Output every record exactly, apart from its images.

(Records from a data collection)

◆ ◆ ◆ ◆ ◆ ◆ ◆

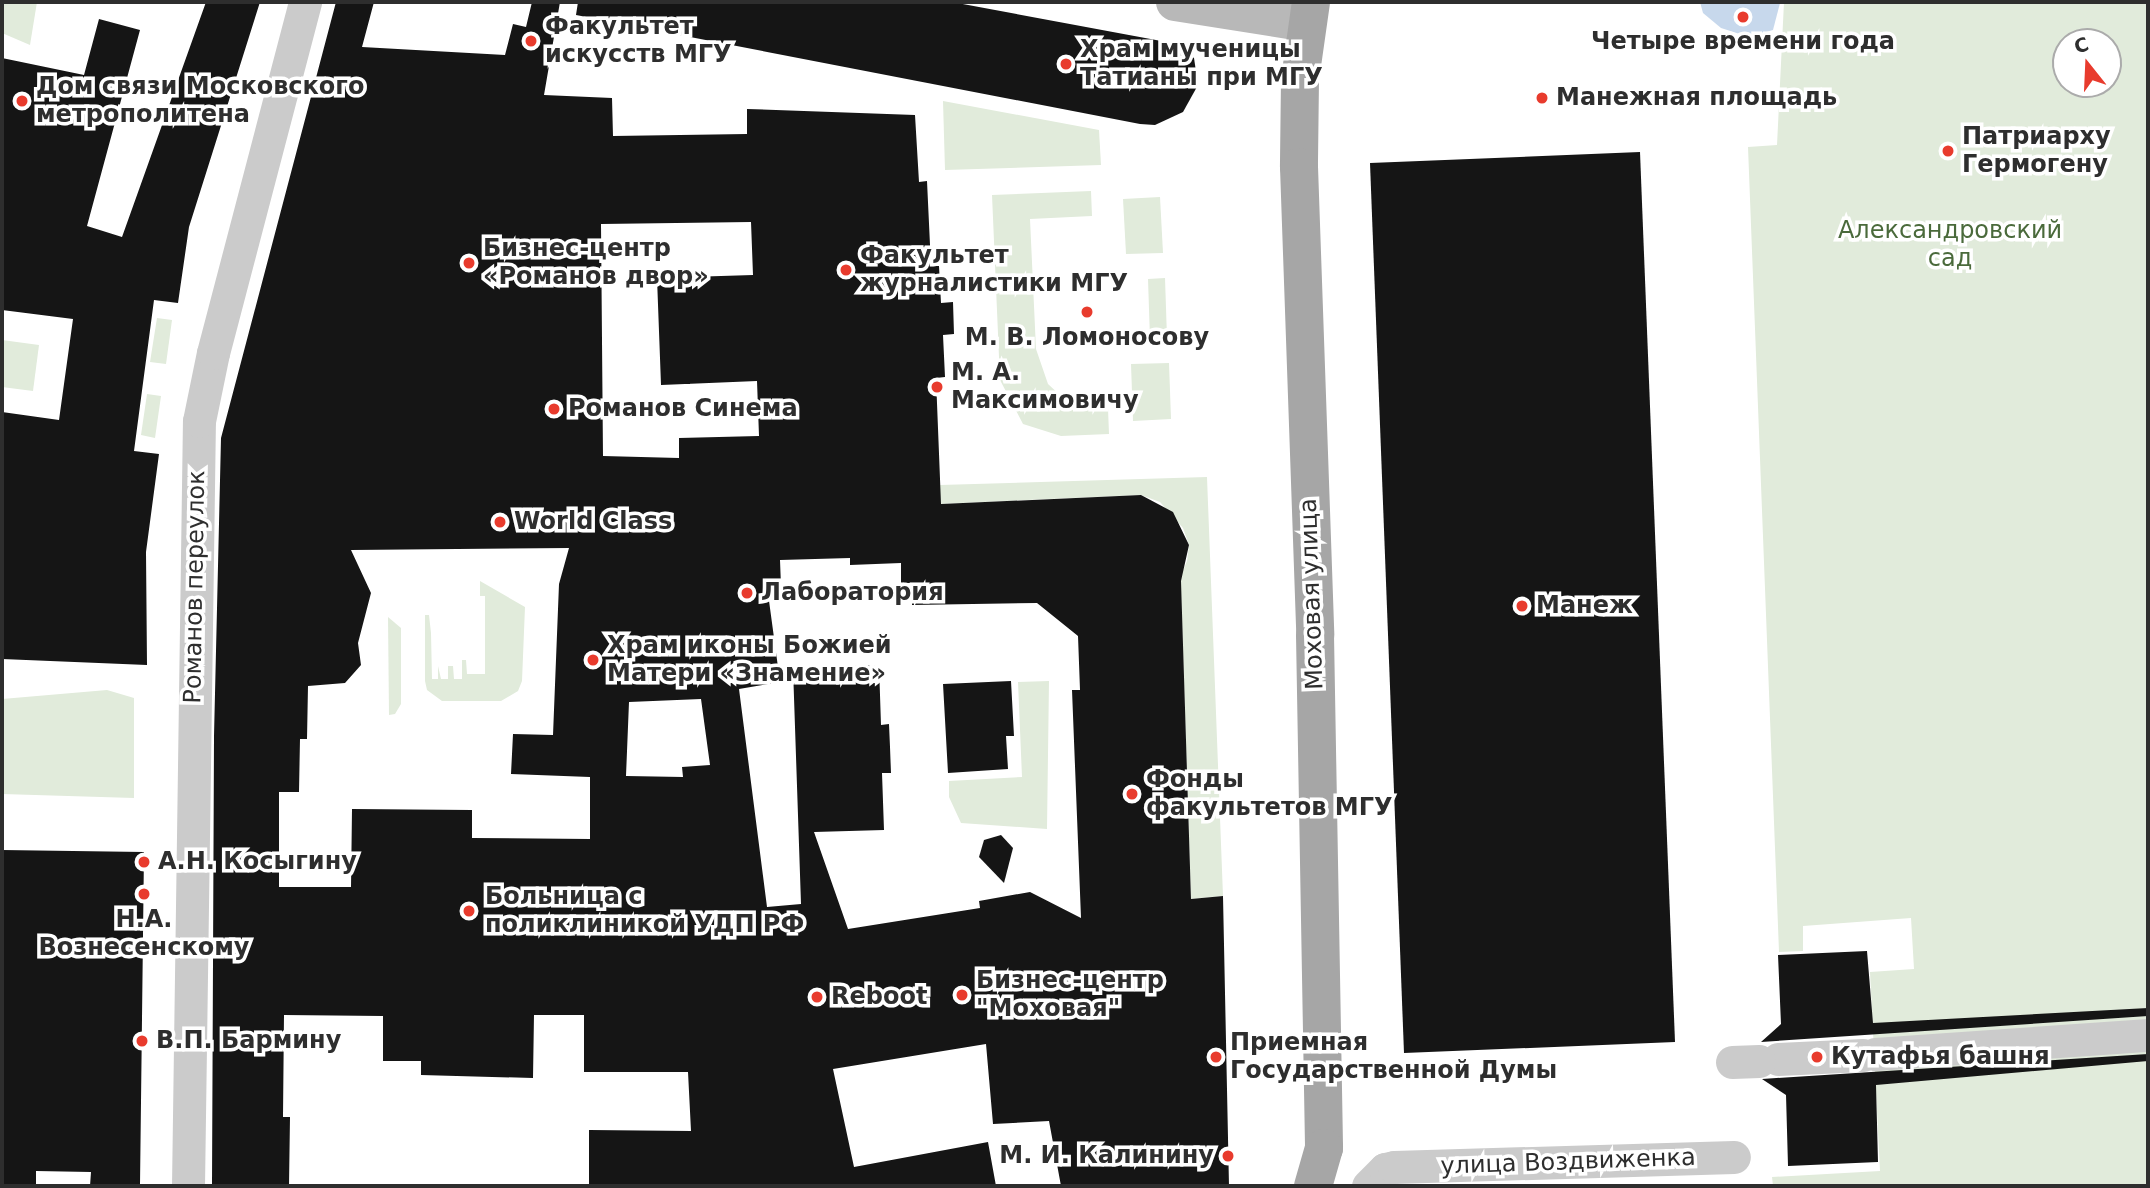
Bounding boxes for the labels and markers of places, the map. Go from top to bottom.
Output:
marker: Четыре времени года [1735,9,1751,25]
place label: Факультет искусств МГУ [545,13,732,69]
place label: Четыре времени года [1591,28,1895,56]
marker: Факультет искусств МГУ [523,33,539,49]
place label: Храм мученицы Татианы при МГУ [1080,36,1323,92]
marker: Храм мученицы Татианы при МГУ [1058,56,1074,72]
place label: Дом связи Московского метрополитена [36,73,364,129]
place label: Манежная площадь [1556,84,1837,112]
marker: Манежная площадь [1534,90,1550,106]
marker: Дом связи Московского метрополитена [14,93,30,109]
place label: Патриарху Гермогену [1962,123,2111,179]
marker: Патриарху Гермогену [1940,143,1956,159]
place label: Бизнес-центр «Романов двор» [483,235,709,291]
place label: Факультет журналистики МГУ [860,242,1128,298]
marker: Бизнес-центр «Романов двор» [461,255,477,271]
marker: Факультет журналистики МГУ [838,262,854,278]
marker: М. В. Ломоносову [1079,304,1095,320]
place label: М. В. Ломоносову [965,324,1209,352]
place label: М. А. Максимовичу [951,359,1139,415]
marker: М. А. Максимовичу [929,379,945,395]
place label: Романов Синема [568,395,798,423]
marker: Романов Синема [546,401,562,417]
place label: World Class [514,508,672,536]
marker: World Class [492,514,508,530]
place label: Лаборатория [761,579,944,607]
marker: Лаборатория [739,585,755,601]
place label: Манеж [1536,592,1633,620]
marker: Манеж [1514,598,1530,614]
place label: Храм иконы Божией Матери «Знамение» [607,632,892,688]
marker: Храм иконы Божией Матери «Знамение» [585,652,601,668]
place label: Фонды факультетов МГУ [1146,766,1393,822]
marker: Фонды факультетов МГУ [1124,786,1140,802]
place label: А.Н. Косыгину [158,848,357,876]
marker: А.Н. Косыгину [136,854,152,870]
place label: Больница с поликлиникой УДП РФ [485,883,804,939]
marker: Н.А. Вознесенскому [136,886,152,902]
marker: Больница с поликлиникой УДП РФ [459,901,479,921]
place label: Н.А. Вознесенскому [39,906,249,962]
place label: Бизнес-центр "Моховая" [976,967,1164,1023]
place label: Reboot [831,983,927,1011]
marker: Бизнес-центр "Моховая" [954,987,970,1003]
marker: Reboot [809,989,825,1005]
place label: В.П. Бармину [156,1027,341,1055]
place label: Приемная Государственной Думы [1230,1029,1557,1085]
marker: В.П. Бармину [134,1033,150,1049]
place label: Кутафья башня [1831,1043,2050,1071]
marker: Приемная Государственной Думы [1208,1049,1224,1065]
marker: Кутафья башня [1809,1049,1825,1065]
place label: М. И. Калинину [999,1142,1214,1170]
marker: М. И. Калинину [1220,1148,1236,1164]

◆ ◆ ◆ ◆ ◆ ◆ ◆

**Result of the exercise:**
Bounding boxes for the labels and markers of places, the map. Go from top to bottom.
Output:
marker: Четыре времени года [1735,9,1751,25]
place label: Факультет искусств МГУ [545,13,732,69]
place label: Четыре времени года [1591,28,1895,56]
marker: Факультет искусств МГУ [523,33,539,49]
place label: Храм мученицы Татианы при МГУ [1080,36,1323,92]
marker: Храм мученицы Татианы при МГУ [1058,56,1074,72]
place label: Дом связи Московского метрополитена [36,73,364,129]
place label: Манежная площадь [1556,84,1837,112]
marker: Манежная площадь [1534,90,1550,106]
marker: Дом связи Московского метрополитена [14,93,30,109]
place label: Патриарху Гермогену [1962,123,2111,179]
marker: Патриарху Гермогену [1940,143,1956,159]
place label: Бизнес-центр «Романов двор» [483,235,709,291]
place label: Факультет журналистики МГУ [860,242,1128,298]
marker: Бизнес-центр «Романов двор» [461,255,477,271]
marker: Факультет журналистики МГУ [838,262,854,278]
marker: М. В. Ломоносову [1079,304,1095,320]
place label: М. В. Ломоносову [965,324,1209,352]
place label: М. А. Максимовичу [951,359,1139,415]
marker: М. А. Максимовичу [929,379,945,395]
place label: Романов Синема [568,395,798,423]
marker: Романов Синема [546,401,562,417]
place label: World Class [514,508,672,536]
marker: World Class [492,514,508,530]
place label: Лаборатория [761,579,944,607]
marker: Лаборатория [739,585,755,601]
place label: Манеж [1536,592,1633,620]
marker: Манеж [1514,598,1530,614]
place label: Храм иконы Божией Матери «Знамение» [607,632,892,688]
marker: Храм иконы Божией Матери «Знамение» [585,652,601,668]
place label: Фонды факультетов МГУ [1146,766,1393,822]
marker: Фонды факультетов МГУ [1124,786,1140,802]
place label: А.Н. Косыгину [158,848,357,876]
marker: А.Н. Косыгину [136,854,152,870]
place label: Больница с поликлиникой УДП РФ [485,883,804,939]
marker: Н.А. Вознесенскому [136,886,152,902]
marker: Больница с поликлиникой УДП РФ [459,901,479,921]
place label: Н.А. Вознесенскому [39,906,249,962]
place label: Бизнес-центр "Моховая" [976,967,1164,1023]
place label: Reboot [831,983,927,1011]
marker: Бизнес-центр "Моховая" [954,987,970,1003]
marker: Reboot [809,989,825,1005]
place label: В.П. Бармину [156,1027,341,1055]
place label: Приемная Государственной Думы [1230,1029,1557,1085]
marker: В.П. Бармину [134,1033,150,1049]
place label: Кутафья башня [1831,1043,2050,1071]
marker: Приемная Государственной Думы [1208,1049,1224,1065]
marker: Кутафья башня [1809,1049,1825,1065]
place label: М. И. Калинину [999,1142,1214,1170]
marker: М. И. Калинину [1220,1148,1236,1164]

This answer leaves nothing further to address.